Les insulaires se sentent plus près du ciel. Sinon où ailleurs, à part sur une île où l’air est si limpide, peut-on avoir, comme Psarantonis en Crète, l’idée de jeter une pierre sur la lune (2/12) ? Là, précisément, où Zeus, le roi des dieux, est né. Zeus signifie le lumineux (dyaus = brillant, ciel, clarté), les Grecs ont fait de la lumière du ciel leur plus grand dieu. Henry Miller fut aussi attiré par cet endroit. Sur la côte sud de la Crète, il en conclut que l’extraordinaire expérience de se sentir si près du ciel pouvait entraîner une recherche enivrante vers une dimension cosmique : « Atteindre le ciel n’est rien – jeu d’enfant – du faite de cet édifice suprême ; mais atteindre au-delà, saisir, ne serait-ce qu’un instant, le rayonnement et la splendeur de ce royaume lumineux où la lumière des cieux n’est qu’une faible et maladive lueur, est impossible. (...) Ici, on voudrait se baigner dans le ciel, on voudrait se débarrasser de ses vêtements et se jeter dans le bleu du ciel. On voudrait planer dans l’air comme un ange. »
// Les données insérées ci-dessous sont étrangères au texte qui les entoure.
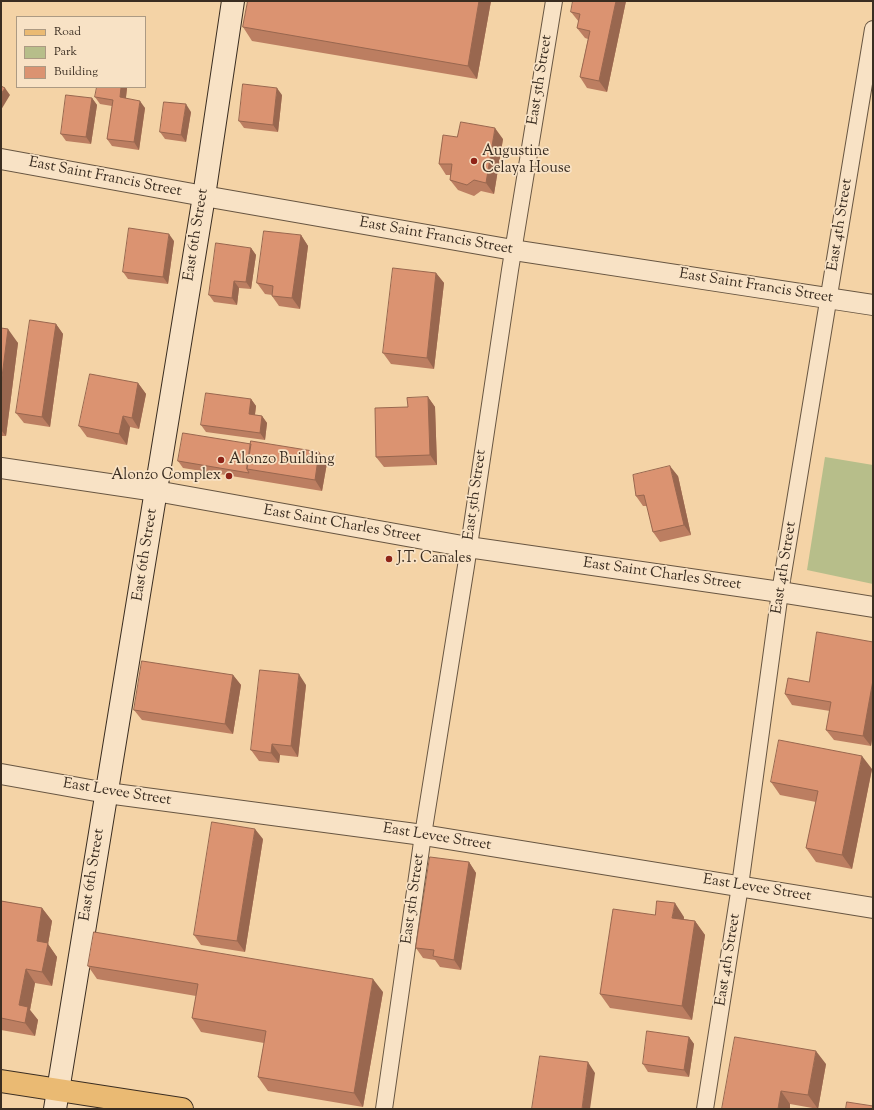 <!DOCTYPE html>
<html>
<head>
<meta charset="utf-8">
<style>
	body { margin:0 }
	#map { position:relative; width:874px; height:1110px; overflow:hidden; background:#f4d3a6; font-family:"Sorts Mill Goudy",serif }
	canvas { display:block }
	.frame { position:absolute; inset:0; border:2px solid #3a2d21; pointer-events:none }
	.legend { position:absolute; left:16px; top:16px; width:130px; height:72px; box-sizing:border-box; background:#f8e2c5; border:1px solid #ac9a83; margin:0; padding:5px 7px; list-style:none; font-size:12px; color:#3a2d21 }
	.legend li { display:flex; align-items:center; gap:8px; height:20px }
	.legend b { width:20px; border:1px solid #ac9a83 }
</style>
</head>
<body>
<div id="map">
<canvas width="874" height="1110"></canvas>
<div class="frame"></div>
<ul class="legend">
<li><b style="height:5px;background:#eaba73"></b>Road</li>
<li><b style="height:11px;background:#b7be8a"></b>Park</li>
<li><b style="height:11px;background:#db9371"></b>Building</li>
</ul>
</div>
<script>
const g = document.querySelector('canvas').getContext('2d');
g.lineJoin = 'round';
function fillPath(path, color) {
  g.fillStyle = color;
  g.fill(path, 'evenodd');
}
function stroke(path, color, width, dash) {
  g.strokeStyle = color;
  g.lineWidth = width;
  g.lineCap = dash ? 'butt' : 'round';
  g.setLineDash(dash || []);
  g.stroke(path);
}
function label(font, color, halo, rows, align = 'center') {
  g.font = font + ' "Sorts Mill Goudy",serif';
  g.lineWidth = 3.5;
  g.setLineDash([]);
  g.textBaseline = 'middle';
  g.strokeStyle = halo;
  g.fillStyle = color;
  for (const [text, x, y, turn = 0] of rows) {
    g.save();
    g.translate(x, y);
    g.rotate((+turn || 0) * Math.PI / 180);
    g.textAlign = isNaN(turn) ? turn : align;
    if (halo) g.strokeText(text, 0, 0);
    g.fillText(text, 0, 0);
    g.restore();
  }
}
fillPath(new Path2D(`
	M825 457 873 465V584L807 570Z`), '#b7be8a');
const minor = new Path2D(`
	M384 1109 423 835 466 566 510 270 554 1
	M705 1109 740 886 780 592 873 29`);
const tertiary = new Path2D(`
	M1 159 204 196 513 250 873 305
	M1 468 156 491 468 547 780 592 873 607
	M1 774 107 793 423 835 873 908`);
const secondary = new Path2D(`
	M55 1109 204 196 233 1`);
const primary = new Path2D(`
	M1 1081 182 1109`);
stroke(minor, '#685642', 18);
stroke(tertiary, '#685642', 22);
stroke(secondary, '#3a2d21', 24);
stroke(primary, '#3a2d21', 24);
stroke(minor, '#f8e2c5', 16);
stroke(tertiary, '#f8e2c5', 20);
stroke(secondary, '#f8e2c5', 22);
stroke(primary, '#eaba73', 22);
fillPath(new Path2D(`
	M248 1H491L477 79 252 41 243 27Z
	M626 1 607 92 587 88 580 77 588 39 585 38 577 28 579 22 571 12Z
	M127 88 126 98 145 108 139 150 112 146 107 139 112 106 100 104 95 97Z
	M282 95 278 132 244 128 239 121Z
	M92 98 97 105 91 144 66 141 61 134Z
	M191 112 186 142 165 139 160 132Z
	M457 137 503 139 494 194 481 191 474 196 458 190 450 180 451 175H446L439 164Z
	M301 235 308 246 300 309 279 306 272 296V295L265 294 257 283Z
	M174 241 168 284 128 279 123 272Z
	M251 248 256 255 251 289 239 288 237 305 214 302 209 295Z
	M436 273 444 283 434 369 391 364 383 353Z
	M56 324 63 334 50 427 24 423 16 413Z
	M1 328 18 343 6 436H1Z
	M138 383 146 394 139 429 130 427 127 445 87 437 79 426Z
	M428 397 435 407 437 465 384 467 376 457 408 407Z
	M251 399 256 406 255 415 262 416 267 423 265 440 206 432 201 425Z
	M251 444 319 452 327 463 322 491 183 468 178 461Z
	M678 476 691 535 660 542 653 532 647 506H643L636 496Z
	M873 642V733L871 746 834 740 826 730 830 711 792 705 785 694 809 682Z
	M233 675 241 685 233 734 142 720 134 710Z
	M306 685 298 757 280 755 279 763 259 761 251 750Z
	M872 769 852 869 816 862 806 848 816 802 780 795 771 782Z
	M263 839 245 952 201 945 194 935Z
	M469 862 476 873 461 970 440 967 435 960 423 958 416 948Z
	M1 901 42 908 52 921 48 944 57 957 52 986 35 983 30 1010 38 1020 35 1036 1 1030Z
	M655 915 684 917V919L695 921 705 935 692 1020 610 1008 600 994Z
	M88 966 383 992 363 1107 268 1091 258 1077 264 1043 201 1032 192 1018 196 996 97 979Z
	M689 1037 694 1044 689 1077 648 1072 643 1064Z
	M826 1064 818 1109 790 1104 722 1109Z`), '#bc7e61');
fillPath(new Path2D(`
	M479 1H491L477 79 468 66Z
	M616 1H626L607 92 599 81Z
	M121 87H127V88L125 105 120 97Z
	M5 88 10 95 1 110V94Z
	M277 88 282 95 278 132 273 125Z
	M92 98 97 105 91 144 86 137Z
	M140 101 145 108 139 150 134 142Z
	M186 104 191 112 186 142 181 135Z
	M495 128 503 139 494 194 486 183Z
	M169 234 174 241 168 284 163 277Z
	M301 235 308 246 300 309 292 298Z
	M251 248 256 255 251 289 246 282Z
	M436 273 444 283 434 369 427 358Z
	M234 281 239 288 237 305 232 298Z
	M56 324 63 334 50 427 42 417Z
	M8 329 18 343 6 436 1 430V385Z
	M138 383 146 394 139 429 132 418Z
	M428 397 435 407 437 465 430 455Z
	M251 399 256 406 254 421 249 414Z
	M123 416 130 427 127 445 119 434Z
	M262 416 267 423 265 440 260 433Z
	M319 452 327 463 322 491 315 480Z
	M670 466 678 476 691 535 684 525Z
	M299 674 306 685 298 757 291 746Z
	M233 675 241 685 233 734 225 724Z
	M873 680V733L871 746 863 736Z
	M272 744 280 755 279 763 271 753Z
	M862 756 872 769 852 869 842 855Z
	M255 829 263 839 245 952 237 941Z
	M469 862 476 873 461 970 454 960Z
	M675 903 684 917 682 931 672 918Z
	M42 908 52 921 48 944 57 957 52 986 42 972 37 941Z
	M695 921 705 935 692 1020 682 1006Z
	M26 969 35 983 30 1010 38 1020 35 1036 25 1023 19 1005Z
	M373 979 383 992 363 1107 354 1093Z
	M689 1037 694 1044 689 1077 684 1070Z
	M816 1051 826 1064 818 1109 808 1095Z
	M588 1062 595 1073 590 1109H582Z
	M781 1091 790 1104V1109H778Z`), '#99674f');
const building = new Path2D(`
	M248 1H479L468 66 243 27Z
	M573 1H616L599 81 580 77 590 31 577 28 580 14 571 12Z
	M243 84 277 88 273 125 239 121Z
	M1 86 5 88 1 94Z
	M97 87H121L120 97 140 101 134 142 107 139 113 100 95 97Z
	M66 95 92 98 86 137 61 134Z
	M164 102 186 104 181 135 160 132Z
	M461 122 495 128 486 183 474 180 467 185 450 180 452 164H439L443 135 457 137Z
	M129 228 169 234 163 277 123 272Z
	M264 231 301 235 292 298 272 296 273 286 257 283Z
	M216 243 251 248 246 282 234 281 232 298 209 295Z
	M393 268 436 273 427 358 383 353Z
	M30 320 56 324 42 417 16 413Z
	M1 328 8 329 1 385Z
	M90 374 138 383 132 418 123 416 119 434 79 426Z
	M206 393 251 399 249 414 262 416 260 433 201 425Z
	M428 397 430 455 376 457 375 408 408 407 407 398Z
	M183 433 251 444 247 469 249 473 178 461Z
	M251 441 319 452 315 480 247 469Z
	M670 466 684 525 653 532 644 495 636 496 633 475Z
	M817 632 873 642V680L863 736 826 730 831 702 785 694 788 678 809 682Z
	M142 661 233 675 225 724 134 710Z
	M260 670 299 674 291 746 272 744 271 753 251 750Z
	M779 740 862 756 842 855 806 848 818 791 771 782Z
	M212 822 255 829 237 941 194 935Z
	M430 857 469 862 454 960 433 956 434 950 416 948Z
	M1 901 42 908 37 941 48 943 42 972 26 969 19 1005 28 1007 25 1023 1 1018Z
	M657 901 675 903 672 918 695 921 682 1006 600 994 613 909 655 915Z
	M94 932 373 979 354 1093 258 1077 266 1031 192 1018 198 984 88 966Z
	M647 1031 689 1037 684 1070 643 1064Z
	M735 1037 816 1051 808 1095 781 1091 778 1109H722Z
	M540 1056 588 1062 582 1109H532Z
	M847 1102 873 1106V1109H846Z`);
fillPath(building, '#db9371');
stroke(building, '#99674f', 1);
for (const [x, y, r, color] of [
	[474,161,4,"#8f2418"],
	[221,460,4,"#8f2418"],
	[229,476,4,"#8f2418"],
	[389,559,4,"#8f2418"]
]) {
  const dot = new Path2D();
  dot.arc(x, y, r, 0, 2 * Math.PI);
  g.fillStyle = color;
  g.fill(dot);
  stroke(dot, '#f8e2c5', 1.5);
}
label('15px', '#3a2d21', '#f8e2c5', [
	["East 5th Street",541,80,-81],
	["East Saint Francis Street",105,178,11],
	["East 4th Street",841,225,-81],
	["East 6th Street",197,235,-81],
	["East Saint Francis Street",436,237,10],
	["East Saint Francis Street",756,287,9],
	["East 5th Street",476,495,-82],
	["East Saint Charles Street",342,525,10],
	["East 6th Street",146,555,-81],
	["East 4th Street",785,568,-81],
	["East Saint Charles Street",662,575,8],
	["East Levee Street",117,793,9],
	["East Levee Street",437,838,9],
	["East 6th Street",93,875,-81],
	["East Levee Street",757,889,9],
	["East 5th Street",414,899,-82],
	["East 4th Street",729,960,-81]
]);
label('15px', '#3a2d21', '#f8e2c5', [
	["Augustine",482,152],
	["Celaya House",482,169],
	["Alonzo Building",229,460],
	["Alonzo Complex",221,476,"right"],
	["J.T. Canales",397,559]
], 'left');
</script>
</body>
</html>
Ce n’est pas par hasard que de nombreuses îles portent le nom de la lumière. Si l’on traduit, les îles Marquises signifient « Monde de la lumière », l’île Raïata, « île de la clarté » Est-ce la proximité du ciel qui nous donne ces sentiments de bonheur, cette envie de fusionner avec l’univers ? « Mais, si un jour, on se retire sur un îlot dans la mer de l’espace, alors l’instant commence à s’amplifier et à grandir, la terre ferme disparaît et l’âme sombre et chancelante se retrouve dans l’espace intemporel. L’univers de l’espace nous fait tournoyer.» (D.H. Lawrence). Jean-Jacques Rousseau, qui avait longtemps vécu sur une île, pensait toujours avec nostalgie à cet endroit, à cet état « dont l’enchantement augmente avec la durée, si bien qu’ainsi on atteint la plus grande félicité. » Le cœur plein d’attentes et de désirs, Charles Baudelaire partit pour l’île de Cythère : « Ile des doux secrets et des fêtes du cœur ! / De l’antique Vénus le superbe fantôme / Où les soupirs des cœurs en adoration / Roulent comme l’encens sur un jardin de roses. » Nos attentes vis-à-vis des îles semblent s’orienter vers ces lieux, loin du monde, dans l’espoir de se recréer aussi bien intérieurement qu’extérieurement, du moins en rêve.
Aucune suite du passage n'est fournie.